GOP presidential candidate John McCain and vice presidential candidate Sarah PalinThe 1,715 miles of pipeline will begin in oil- and gas-rich fields on Alaska’s Northern Arctic Ocean and Chukchi Sea coast and continue south through Fairbanks, Alaska, ending at a hub in Alberta, Canada, where gas will be then distributed throughout North America by export pipelines and transport trucks.

A contract for the pipeline, which had been discussed for the last 20 years, was finally negotiated after Palin became Alaska’s governor in 2007.

Palin, who ran against then-incumbent Gov. Frank Murkowski in 2006 pledging to open up bidding for the pipeline in a competitive and transparent manner, rejected negotiations that Murkowski had conducted with oil companies.

Murkowski had offered the major firms exclusive contracts to build the pipeline and had agreed to freeze oil taxes for 30 years and natural gas taxes for up to 45 years.

Palin beat Murkowski in the 2006 primary and took office in January 2007. By February 2007, she had released new requirements for pipeline bidding.

TransCanada, a Calgary-based independent shipper of natural gas, won the bidding, but BP, ConocoPhillips, and ExxonMobil declined to submit plans by Palin's deadline: Nov. 30, 2007.

“Integration of the pipeline with TransCanada’s Alberta System will provide access to diverse, lower 48 markets across the U.S.,” states the TransCanada Web site.
In April 2007, BP and ConocoPhillips announced they had formed a partnership called “Denali” to build their own gas pipeline.

“This project is vital for North American energy consumers and for the future of the Alaska oil and gas industry. It will allow us to keep our North Slope fields in production for another 50 years," Tony Hayward, BP Group chief executive, said on April 8, 2008 – one year after the initial announcement.

According to a TransCanada press release, planning for construction of the pipeline will likely take two more years, leading to a “regulatory review and permitting” phase, a construction phase, and then commissioning of the pipeline by late 2018.

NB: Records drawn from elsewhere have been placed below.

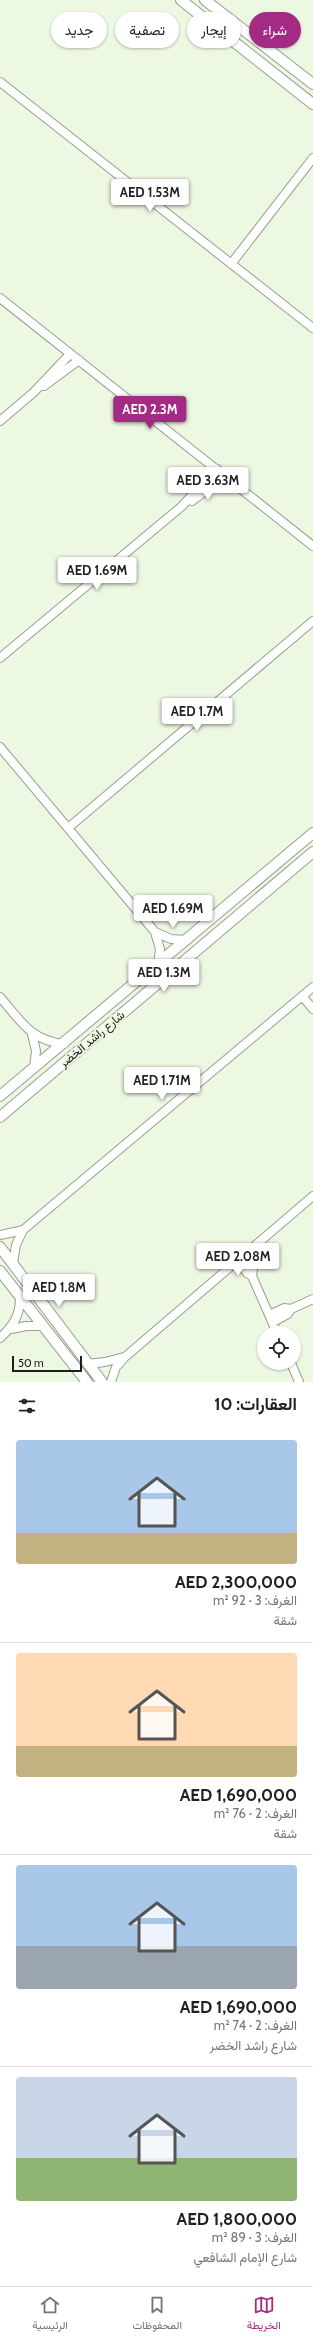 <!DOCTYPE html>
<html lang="ar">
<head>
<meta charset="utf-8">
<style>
	body { margin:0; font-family:Cabin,Vazirmatn,sans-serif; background:#f2f2f2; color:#202124; direction:rtl; height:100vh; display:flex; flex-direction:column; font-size:15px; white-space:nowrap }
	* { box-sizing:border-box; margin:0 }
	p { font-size:13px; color:#757577 }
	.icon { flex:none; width:22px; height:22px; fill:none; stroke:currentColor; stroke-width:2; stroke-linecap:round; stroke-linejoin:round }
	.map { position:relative; height:1382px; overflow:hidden; direction:ltr }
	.sheet { display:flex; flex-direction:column; background:#fff; flex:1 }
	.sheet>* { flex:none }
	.guide { position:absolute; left:12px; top:12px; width:289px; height:36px; direction:rtl; display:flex; gap:8px }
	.controls { position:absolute; left:257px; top:1326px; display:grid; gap:8px }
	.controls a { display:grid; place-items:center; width:44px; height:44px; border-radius:50%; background:#fff; box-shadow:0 1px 3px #0004; font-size:20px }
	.scale { position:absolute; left:12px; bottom:10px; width:70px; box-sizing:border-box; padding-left:4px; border:2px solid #1b1f17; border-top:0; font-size:11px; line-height:14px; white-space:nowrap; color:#1b1f17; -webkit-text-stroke:3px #edf8e3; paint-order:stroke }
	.price { position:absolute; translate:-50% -34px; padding:0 9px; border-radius:4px; background:#fff; color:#222; font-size:13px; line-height:26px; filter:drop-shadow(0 1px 2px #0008) }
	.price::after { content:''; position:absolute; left:50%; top:24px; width:12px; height:9px; margin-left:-6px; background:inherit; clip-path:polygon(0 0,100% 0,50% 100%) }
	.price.current { background:#a32b83; color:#fff }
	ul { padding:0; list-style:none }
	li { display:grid; align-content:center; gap:8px; height:212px; padding:0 16px }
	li+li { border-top:1px solid #e0e0e0 }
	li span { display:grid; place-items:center; height:124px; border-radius:4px; color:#555 }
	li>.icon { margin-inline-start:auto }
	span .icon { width:72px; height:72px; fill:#fffc; stroke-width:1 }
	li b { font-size:17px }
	h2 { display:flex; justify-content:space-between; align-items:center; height:48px; padding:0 16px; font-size:17px }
	.chip { padding:0 14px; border-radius:18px; background:#fff; box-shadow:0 1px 3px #0004; font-size:14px; line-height:36px }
	.chip.current { background:#a32b83; color:#fff }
	.tabs { display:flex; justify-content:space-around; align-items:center; height:56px; border-top:1px solid #e0e0e0; background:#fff; font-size:11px; color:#757577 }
	.tabs a { display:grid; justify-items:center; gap:2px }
	.tabs .current { color:#a32b83 }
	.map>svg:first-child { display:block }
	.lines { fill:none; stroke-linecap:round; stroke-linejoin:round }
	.minor-casing { stroke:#96a08d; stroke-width:10 }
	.tertiary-casing { stroke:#96a08d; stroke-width:12 }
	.minor { stroke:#fff; stroke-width:8 }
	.tertiary { stroke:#fff; stroke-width:10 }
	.labels { text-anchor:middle; stroke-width:4; stroke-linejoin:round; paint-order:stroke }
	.street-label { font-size:12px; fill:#1b1f17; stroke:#edf8e3 }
</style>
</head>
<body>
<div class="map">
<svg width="313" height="1382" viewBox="0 0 313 1382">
	<rect width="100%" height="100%" fill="#edf8e3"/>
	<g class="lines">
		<g class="minor-casing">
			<path id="minor" d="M0,82L313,328
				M231,264L313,158
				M0,298L313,546
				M44,386L79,360
				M0,421L34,392L70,354
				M192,501L225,476
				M0,658L181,507L217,469
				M0,747L155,932L160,949L158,965
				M68,828L313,621
				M155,932L171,939L187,940
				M302,996L313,1009
				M0,997C20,1020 31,1041 64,1044
				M32,1034L36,1051L34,1068
				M0,1235L23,1230
				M245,1253L253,1269L252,1276L277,1333
				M238,1259L247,1273L252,1276
				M13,1263L16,1245L23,1230L313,987
				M269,1315L284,1308L291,1309L313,1299
				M273,1322L288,1314L291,1309
				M11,1329L26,1326H42
				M0,1338C13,1326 20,1316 20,1298
				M291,1363L299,1382
				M87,1364L105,1362L124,1357
				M111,1382L116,1367L125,1357L313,1196"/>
		</g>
		<g class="tertiary-casing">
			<path id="tertiary" d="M181,0L313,104
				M205,0L313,84
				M0,1096L313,833
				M0,1117L313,852
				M0,1247L102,1382
				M0,1271L87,1382"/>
		</g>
		<use href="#minor" class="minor"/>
		<use href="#tertiary" class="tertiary"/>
	</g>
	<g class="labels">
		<g class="street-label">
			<text transform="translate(92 1039) rotate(-40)" y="4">شارع راشد الخضر</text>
		</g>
	</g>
</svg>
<div class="controls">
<a><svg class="icon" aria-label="locate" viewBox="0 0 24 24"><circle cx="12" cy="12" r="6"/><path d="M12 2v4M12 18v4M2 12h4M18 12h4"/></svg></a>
</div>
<div class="scale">50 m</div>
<b class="price" style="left:150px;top:213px">AED 1.53M</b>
<b class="price current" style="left:150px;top:430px">AED 2.3M</b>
<b class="price" style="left:208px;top:501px">AED 3.63M</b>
<b class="price" style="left:97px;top:591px">AED 1.69M</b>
<b class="price" style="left:197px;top:732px">AED 1.7M</b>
<b class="price" style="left:173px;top:929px">AED 1.69M</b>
<b class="price" style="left:164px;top:993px">AED 1.3M</b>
<b class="price" style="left:162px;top:1101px">AED 1.71M</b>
<b class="price" style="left:238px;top:1277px">AED 2.08M</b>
<b class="price" style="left:59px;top:1308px">AED 1.8M</b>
<div class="guide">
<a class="chip current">شراء</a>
<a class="chip">إيجار</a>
<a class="chip">تصفية</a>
<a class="chip">جديد</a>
</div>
</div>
<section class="sheet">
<h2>العقارات: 10<svg class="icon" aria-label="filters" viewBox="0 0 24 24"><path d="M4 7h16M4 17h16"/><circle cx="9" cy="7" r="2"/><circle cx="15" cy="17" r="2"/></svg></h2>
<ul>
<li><span style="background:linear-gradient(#a9c7e8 75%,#c2b280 0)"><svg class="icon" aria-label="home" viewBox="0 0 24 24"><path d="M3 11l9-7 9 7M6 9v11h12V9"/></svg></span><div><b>AED 2,300,000</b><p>الغرف: 3 · 92 m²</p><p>شقة</p></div></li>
<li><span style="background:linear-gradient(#ffd9b3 75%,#c2b280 0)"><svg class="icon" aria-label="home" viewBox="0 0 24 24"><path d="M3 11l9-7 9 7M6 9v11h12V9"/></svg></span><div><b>AED 1,690,000</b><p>الغرف: 2 · 76 m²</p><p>شقة</p></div></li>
<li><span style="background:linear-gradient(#a9c7e8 65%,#9aa5b1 0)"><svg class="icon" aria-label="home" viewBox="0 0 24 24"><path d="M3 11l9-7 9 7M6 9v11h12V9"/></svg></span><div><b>AED 1,690,000</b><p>الغرف: 2 · 74 m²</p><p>شارع راشد الخضر</p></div></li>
<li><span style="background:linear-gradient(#c9d6e8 65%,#8fb573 0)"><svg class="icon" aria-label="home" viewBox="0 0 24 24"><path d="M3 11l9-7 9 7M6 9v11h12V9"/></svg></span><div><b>AED 1,800,000</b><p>الغرف: 3 · 89 m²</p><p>شارع الإمام الشافعي</p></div></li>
</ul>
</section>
<nav class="tabs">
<a class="current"><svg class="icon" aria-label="map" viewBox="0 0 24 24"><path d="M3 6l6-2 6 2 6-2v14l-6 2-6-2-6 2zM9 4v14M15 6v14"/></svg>الخريطة</a>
<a><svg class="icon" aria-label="saved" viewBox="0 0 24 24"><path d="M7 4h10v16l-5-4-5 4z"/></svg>المحفوظات</a>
<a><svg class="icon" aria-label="home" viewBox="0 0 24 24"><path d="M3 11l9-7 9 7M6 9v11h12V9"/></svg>الرئيسية</a>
</nav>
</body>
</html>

In early August, Democratic presidential nominee Barack Obama endorsed Palin’s bill, about one month before she was chosen to be the GOP vice presidential nominee.

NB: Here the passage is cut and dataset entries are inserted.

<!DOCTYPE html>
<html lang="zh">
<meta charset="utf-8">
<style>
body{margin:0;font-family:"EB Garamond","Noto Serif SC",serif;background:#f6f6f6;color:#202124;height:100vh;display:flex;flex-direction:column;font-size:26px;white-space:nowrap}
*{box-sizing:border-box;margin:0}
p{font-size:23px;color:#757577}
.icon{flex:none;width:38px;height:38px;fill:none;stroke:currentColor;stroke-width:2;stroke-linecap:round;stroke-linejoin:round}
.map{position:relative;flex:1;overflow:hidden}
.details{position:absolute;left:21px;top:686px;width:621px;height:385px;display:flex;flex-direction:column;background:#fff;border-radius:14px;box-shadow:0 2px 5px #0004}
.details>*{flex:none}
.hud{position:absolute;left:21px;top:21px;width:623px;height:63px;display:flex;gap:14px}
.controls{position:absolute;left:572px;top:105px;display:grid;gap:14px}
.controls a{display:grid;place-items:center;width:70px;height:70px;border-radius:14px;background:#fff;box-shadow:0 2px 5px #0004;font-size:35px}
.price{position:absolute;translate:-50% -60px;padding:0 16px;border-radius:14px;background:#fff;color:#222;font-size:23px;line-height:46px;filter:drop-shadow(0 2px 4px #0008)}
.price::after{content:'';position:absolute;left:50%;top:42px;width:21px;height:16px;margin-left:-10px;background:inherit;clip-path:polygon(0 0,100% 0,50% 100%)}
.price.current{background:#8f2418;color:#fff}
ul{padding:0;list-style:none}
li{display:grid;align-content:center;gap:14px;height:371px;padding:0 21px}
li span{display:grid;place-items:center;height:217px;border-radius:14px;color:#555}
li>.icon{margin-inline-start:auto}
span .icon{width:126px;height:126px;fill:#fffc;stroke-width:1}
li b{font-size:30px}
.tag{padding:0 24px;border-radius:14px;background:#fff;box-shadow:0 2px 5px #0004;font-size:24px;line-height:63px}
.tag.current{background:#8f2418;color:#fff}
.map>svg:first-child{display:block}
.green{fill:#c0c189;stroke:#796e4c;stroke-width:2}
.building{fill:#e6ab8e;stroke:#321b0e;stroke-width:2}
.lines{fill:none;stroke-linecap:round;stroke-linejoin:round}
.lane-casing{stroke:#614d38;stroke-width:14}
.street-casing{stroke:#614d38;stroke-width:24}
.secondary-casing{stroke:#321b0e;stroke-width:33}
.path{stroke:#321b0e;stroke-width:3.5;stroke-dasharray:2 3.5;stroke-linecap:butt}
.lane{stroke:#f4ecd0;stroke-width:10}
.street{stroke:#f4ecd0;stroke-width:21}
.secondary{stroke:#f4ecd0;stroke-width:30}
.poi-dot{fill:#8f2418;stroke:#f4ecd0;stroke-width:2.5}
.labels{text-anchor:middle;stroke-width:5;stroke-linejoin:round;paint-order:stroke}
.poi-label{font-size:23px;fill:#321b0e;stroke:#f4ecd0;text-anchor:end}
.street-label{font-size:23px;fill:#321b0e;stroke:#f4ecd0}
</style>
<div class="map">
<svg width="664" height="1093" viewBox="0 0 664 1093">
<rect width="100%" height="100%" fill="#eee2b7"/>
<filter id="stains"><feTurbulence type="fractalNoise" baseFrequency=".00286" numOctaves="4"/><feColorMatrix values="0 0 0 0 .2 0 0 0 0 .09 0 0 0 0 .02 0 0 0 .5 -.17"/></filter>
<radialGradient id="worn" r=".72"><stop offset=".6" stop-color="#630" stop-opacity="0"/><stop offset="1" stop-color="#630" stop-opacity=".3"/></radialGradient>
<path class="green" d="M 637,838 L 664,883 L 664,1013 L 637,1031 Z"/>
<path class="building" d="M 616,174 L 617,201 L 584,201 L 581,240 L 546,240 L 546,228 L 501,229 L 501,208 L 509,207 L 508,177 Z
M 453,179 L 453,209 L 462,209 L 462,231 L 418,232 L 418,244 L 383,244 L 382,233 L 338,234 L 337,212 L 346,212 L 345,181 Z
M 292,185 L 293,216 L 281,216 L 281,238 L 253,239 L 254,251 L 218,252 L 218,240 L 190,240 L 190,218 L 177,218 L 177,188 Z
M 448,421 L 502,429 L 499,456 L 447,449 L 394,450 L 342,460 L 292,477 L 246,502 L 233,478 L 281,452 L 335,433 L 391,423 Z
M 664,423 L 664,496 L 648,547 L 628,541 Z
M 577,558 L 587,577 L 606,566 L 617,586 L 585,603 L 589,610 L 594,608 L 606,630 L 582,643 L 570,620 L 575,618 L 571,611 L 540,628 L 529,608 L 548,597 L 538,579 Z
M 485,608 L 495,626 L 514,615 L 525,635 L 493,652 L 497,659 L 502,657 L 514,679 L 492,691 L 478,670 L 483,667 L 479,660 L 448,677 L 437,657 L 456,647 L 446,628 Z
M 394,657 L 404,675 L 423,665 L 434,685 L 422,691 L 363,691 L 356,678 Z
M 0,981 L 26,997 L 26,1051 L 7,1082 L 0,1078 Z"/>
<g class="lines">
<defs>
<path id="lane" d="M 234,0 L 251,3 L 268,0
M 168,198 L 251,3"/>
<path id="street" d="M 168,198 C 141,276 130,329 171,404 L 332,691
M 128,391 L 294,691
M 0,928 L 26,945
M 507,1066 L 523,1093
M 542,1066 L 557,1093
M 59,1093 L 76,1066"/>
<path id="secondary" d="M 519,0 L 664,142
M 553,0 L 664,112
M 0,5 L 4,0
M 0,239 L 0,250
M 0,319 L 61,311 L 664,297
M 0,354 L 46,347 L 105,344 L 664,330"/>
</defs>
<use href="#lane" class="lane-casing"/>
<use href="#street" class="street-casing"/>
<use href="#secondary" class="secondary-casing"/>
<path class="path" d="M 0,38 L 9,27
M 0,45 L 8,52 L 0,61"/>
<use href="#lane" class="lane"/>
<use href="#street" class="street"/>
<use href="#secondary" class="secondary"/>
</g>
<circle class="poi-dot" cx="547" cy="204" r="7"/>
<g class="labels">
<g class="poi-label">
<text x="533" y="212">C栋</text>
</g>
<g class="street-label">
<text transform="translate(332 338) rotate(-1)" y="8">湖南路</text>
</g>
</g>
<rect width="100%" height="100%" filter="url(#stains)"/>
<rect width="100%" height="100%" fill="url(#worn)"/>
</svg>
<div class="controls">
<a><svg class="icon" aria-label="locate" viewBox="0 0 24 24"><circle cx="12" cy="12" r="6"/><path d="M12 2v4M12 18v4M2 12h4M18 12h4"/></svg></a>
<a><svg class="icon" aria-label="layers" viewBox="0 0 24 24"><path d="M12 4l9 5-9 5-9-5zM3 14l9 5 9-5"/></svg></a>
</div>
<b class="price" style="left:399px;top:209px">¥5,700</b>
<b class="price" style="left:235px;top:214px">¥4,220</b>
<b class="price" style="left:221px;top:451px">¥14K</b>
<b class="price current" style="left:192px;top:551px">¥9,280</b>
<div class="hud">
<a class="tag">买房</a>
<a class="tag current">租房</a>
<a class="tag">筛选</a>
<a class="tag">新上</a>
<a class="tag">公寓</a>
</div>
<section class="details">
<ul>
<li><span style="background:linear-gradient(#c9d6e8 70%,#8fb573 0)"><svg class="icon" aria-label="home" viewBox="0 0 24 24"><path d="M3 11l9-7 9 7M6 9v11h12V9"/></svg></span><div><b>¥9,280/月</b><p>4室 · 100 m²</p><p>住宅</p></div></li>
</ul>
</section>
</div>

“We should work with the Canadian government to finally build the Alaska Natural Gas Pipeline, delivering clean natural gas, and creating good jobs in the process,” Obama said Aug. 4 in Lansing, Mich.

In an interview with Time magazine in August, Palin named energy policy as one of the causes she will champion if she becomes the nation’s next vice president.

“I would push for a strong military and a sound energy policy,” said Palin. “I believe that Alaska can help set an example on energy policy.”